• Assigned task:
Every entry must appear in the output exactly as it does here.
*** Extracted entries
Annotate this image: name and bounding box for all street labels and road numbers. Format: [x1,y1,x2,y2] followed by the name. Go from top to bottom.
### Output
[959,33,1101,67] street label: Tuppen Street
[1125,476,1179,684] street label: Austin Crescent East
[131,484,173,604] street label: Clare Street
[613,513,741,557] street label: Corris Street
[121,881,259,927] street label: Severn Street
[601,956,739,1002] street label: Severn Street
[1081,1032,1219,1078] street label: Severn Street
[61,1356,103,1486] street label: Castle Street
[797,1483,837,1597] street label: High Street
******
• Solution below:
Annotate this image: name and bounding box for all street labels and road numbers. Format: [x1,y1,x2,y2] followed by the name. Go from top to bottom.
### Output
[959,33,1101,67] street label: Tuppen Street
[1125,476,1179,684] street label: Austin Crescent East
[131,484,173,604] street label: Clare Street
[613,513,741,557] street label: Corris Street
[121,881,259,927] street label: Severn Street
[601,956,739,1002] street label: Severn Street
[1081,1032,1219,1078] street label: Severn Street
[61,1356,103,1486] street label: Castle Street
[797,1483,837,1597] street label: High Street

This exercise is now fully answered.